Improving Your Node Graph
Prune Locations as Early as Possible
The Prune node is used to remove objects from the scene. Given the processing model used by Geolib3-MT, the sooner unneeded scene graph locations/objects are pruned from the scene, the less work required from both downstream Ops and Geolib3-MT itself. In this respect, Prune can be thought of as providing a filtering operation, reducing the size of the scene graph that must be processed by downstream Ops.
In the following example, assets are loaded by the AssetsIn node producing a scene graph of 100 locations. Bounding boxes are calculated by the ProcessBounds Op on all 100 locations and then unneeded scene graph locations for this shot are then pruned from the scene. However, if the Prune node is placed closer to the AssetsIn node, the scene graph processed by ProcessBounds is half the size. This directly translates to both memory and processing cost savings.
Prune scene graph objects/locations as early as possible. Doing so reduces the number of locations downstream Ops must process which corresponds to a reduction in both memory and scene processing time. |
Understand Parallel Scene Processing Dimensions
Geolib3-MT’s scene graph processing system searches for computationally independent tasks which can be evaluated in parallel. Broadly speaking, there are two dimensions of parallelism Geolib3-MT looks to exploit:
- Scene Graph Parallelism - In a deferred/lazily evaluated scene graph such as Katana, a scene graph contains potential work. It is potential because it is only computed once a scene graph location and its children become known through expansion.
Each child of a scene graph location represents a computationally independent task, depending only on its parent location. Once a scene graph location has been computed, all of its children can be computed in parallel. -
Op Tree Parallelism - Sub sections of the Op tree can be processed in parallel. In doing so Geolib3-MT fully expands the scene at the sub section of the Op tree it’s processing. Some ops are naturally parallelizable, such as source Ops (i.e. those Ops with no inputs). Some constructs are also naturally parallelizable, such as Merge Ops, in which each Op tree branch is independently computable.
Exploit parallelism in both dimensions to provide Geolib3-MT with the maximum backlog of known computationally independent tasks to process.
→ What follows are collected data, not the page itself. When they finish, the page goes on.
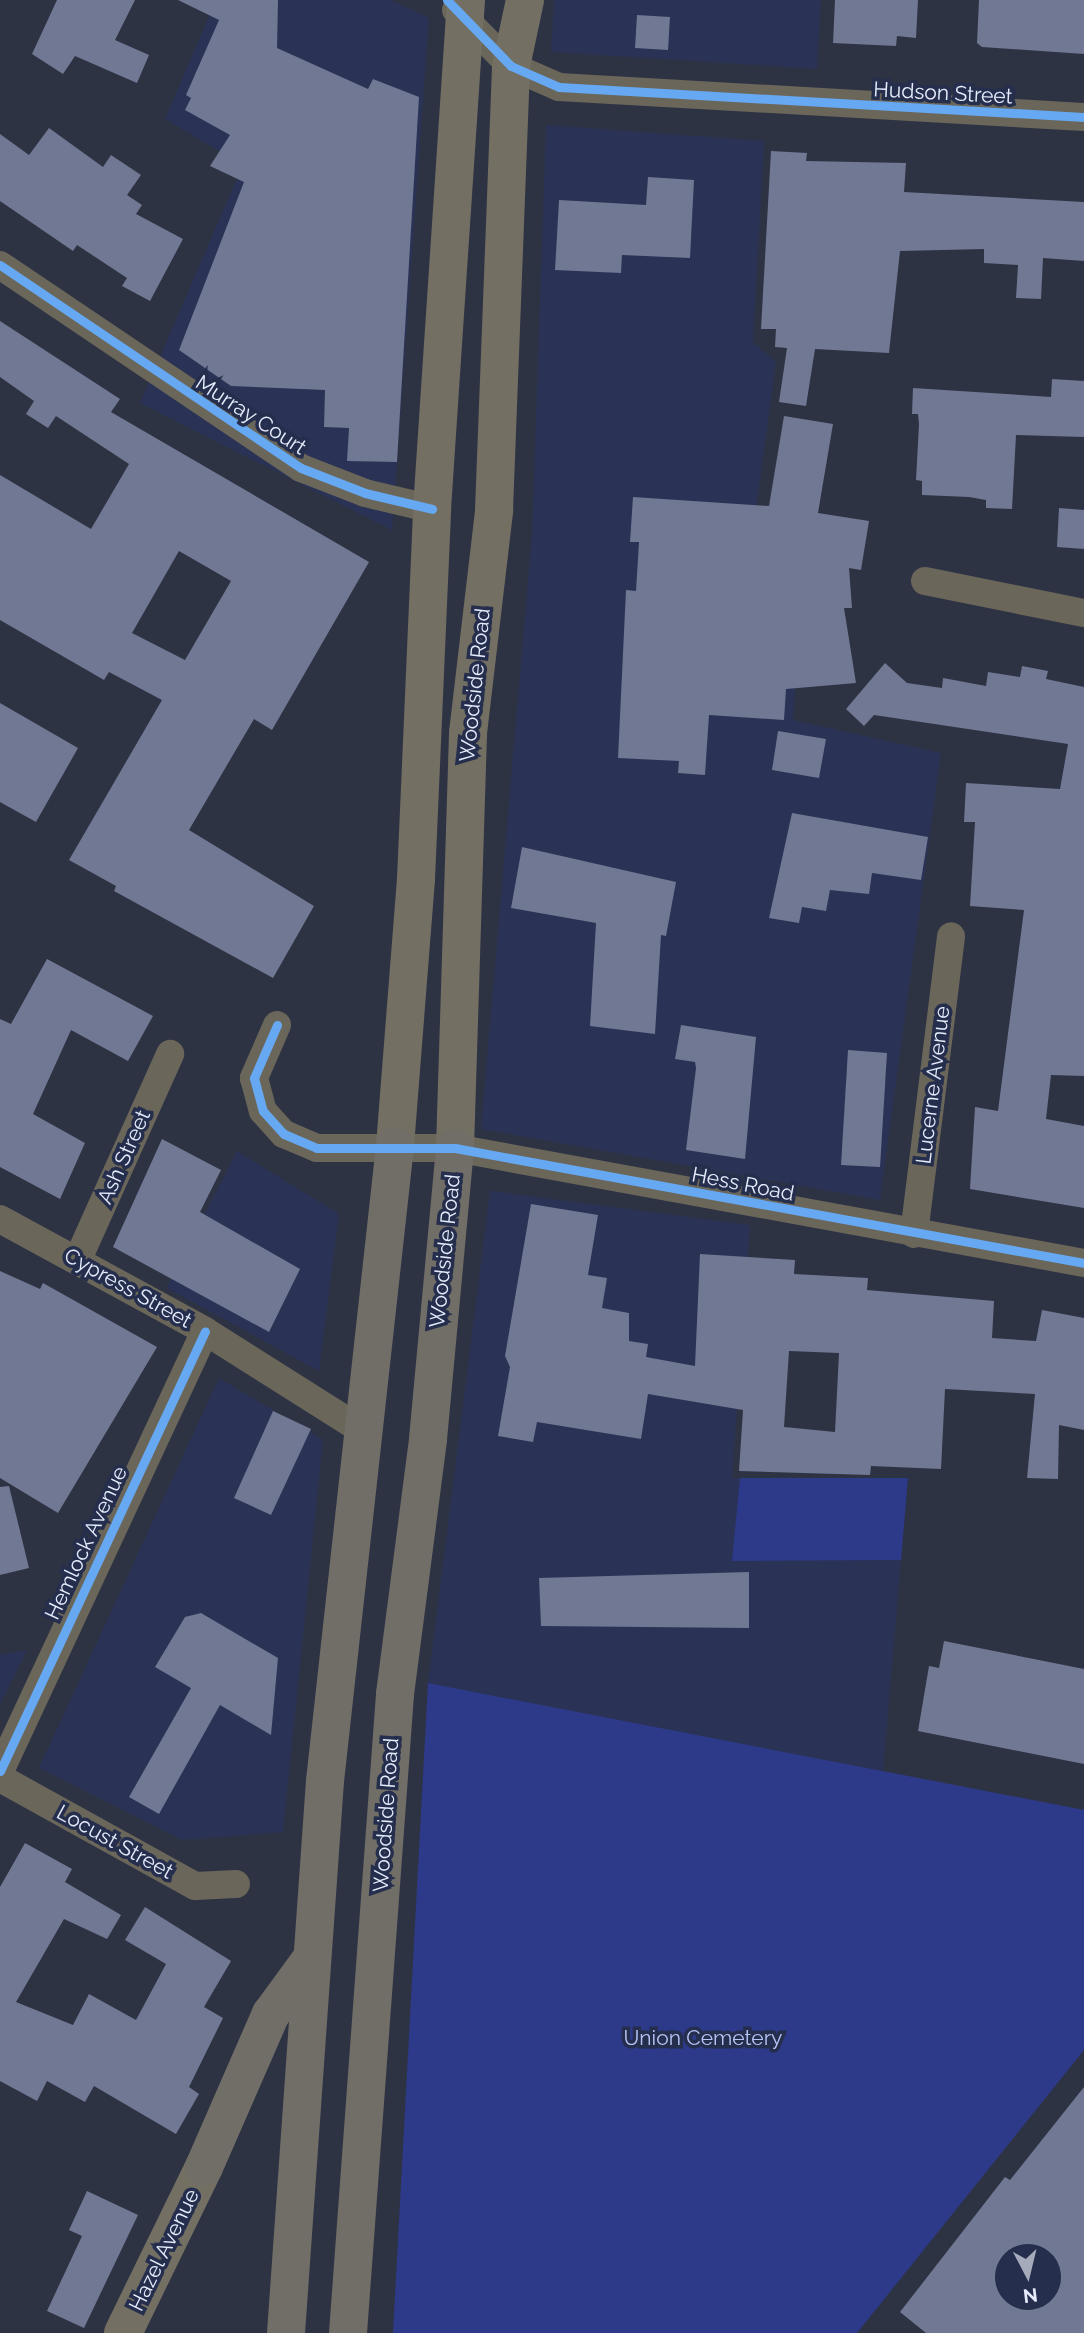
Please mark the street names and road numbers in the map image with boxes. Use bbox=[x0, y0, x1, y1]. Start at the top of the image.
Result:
street label: Hudson Street bbox=[873, 77, 1013, 109]
street label: Murray Court bbox=[191, 370, 311, 460]
street label: Woodside Road bbox=[454, 607, 496, 763]
street label: Lucerne Avenue bbox=[911, 1004, 955, 1166]
street label: Ash Street bbox=[92, 1106, 156, 1208]
street label: Hess Road bbox=[690, 1162, 796, 1206]
street label: Woodside Road bbox=[424, 1173, 466, 1329]
street label: Cypress Street bbox=[60, 1243, 196, 1333]
street label: Hemlock Avenue bbox=[39, 1462, 133, 1624]
street label: Woodside Road bbox=[368, 1737, 404, 1893]
street label: Locust Street bbox=[52, 1800, 178, 1884]
street label: Hazel Avenue bbox=[123, 2184, 205, 2316]

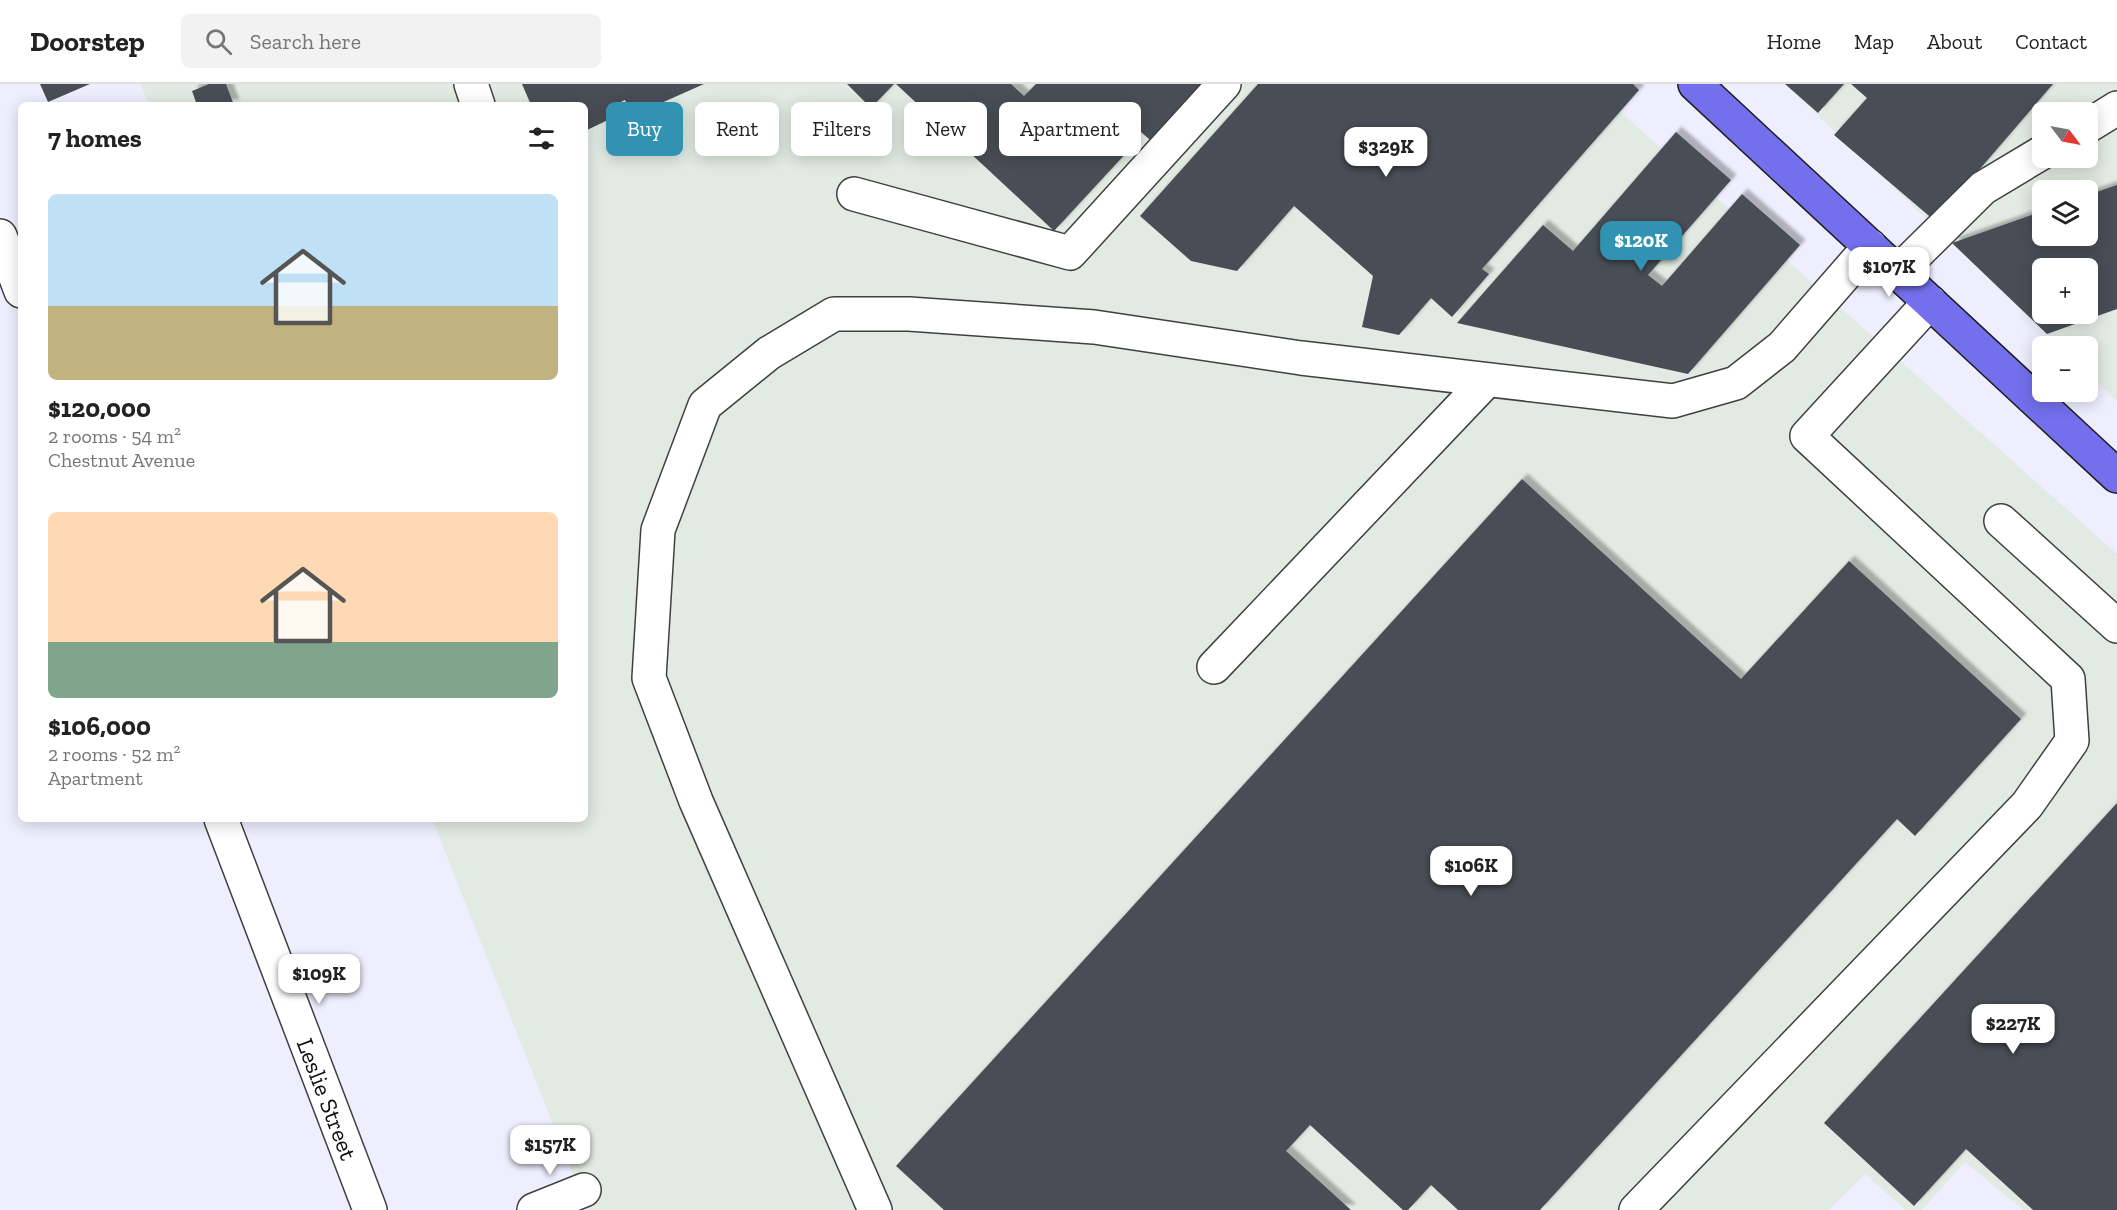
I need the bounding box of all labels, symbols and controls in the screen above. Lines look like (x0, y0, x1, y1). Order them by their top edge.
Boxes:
search box (181, 14, 601, 68)
text: Doorstep (30, 25, 145, 58)
icon: search (202, 25, 235, 58)
text: Search here (250, 28, 361, 55)
text: Home (1767, 29, 1821, 54)
text: Map (1854, 29, 1894, 54)
text: About (1927, 29, 1982, 54)
text: Contact (2015, 29, 2087, 54)
chip: Buy (606, 102, 683, 156)
chip: Rent (695, 102, 779, 156)
chip: Filters (791, 102, 892, 156)
chip: New (904, 102, 987, 156)
chip: Apartment (999, 102, 1141, 156)
north arrow (2032, 102, 2098, 168)
map controls (2032, 102, 2098, 402)
text: 7 homes (48, 122, 142, 154)
icon: filters (525, 122, 558, 155)
pin: $329K (1344, 127, 1428, 178)
text: $329K (1358, 134, 1414, 158)
button: layers (2032, 180, 2098, 246)
pin: $120K (1599, 221, 1683, 272)
text: $120K (1614, 228, 1668, 252)
icon: home (249, 233, 357, 341)
pin: $107K (1847, 247, 1931, 298)
text: $107K (1863, 254, 1915, 278)
button: + (2032, 258, 2098, 324)
button: − (2032, 336, 2098, 402)
text: $120,000 (48, 392, 151, 424)
text: 2 rooms · 54 m² (48, 424, 181, 448)
text: Chestnut Avenue (48, 448, 195, 472)
icon: home (249, 551, 357, 659)
text: $106,000 (48, 710, 151, 742)
text: 2 rooms · 52 m² (48, 742, 181, 766)
text: Apartment (48, 766, 143, 790)
pin: $106K (1429, 846, 1513, 897)
text: $106K (1444, 853, 1498, 877)
pin: $109K (277, 954, 361, 1005)
text: $109K (292, 961, 346, 985)
pin: $227K (1971, 1004, 2055, 1055)
text: $227K (1986, 1011, 2040, 1035)
street label: Leslie Street (291, 1034, 363, 1164)
pin: $157K (508, 1125, 592, 1176)
text: $157K (524, 1132, 576, 1156)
Use Merge Branches for Computationally Independent Scene Graphs
Each branch of a Katana node graph can be thought of as producing an independent scene graph, which are combined through the use of a Merge node.
As each branch of the Merge node represents a computationally independent scene graph, Geolib3-MT exploits this fact to expand each branch in parallel. If this behavior is not desired, it can be disabled in the RenderSettings node. To benefit from this parallel expansion of Op tree branches there are a number of things to consider:
- Consider your scene graph not as one large scene graph but multiple smaller scene graphs, each produced by one or more connected Ops.
- Consider the data dependencies that exist in your scene graphs and the nodes an Ops responsible for producing them. Are there opportunities to refactor your node graph to take advantage of the parallel processing available from multiple independent branches?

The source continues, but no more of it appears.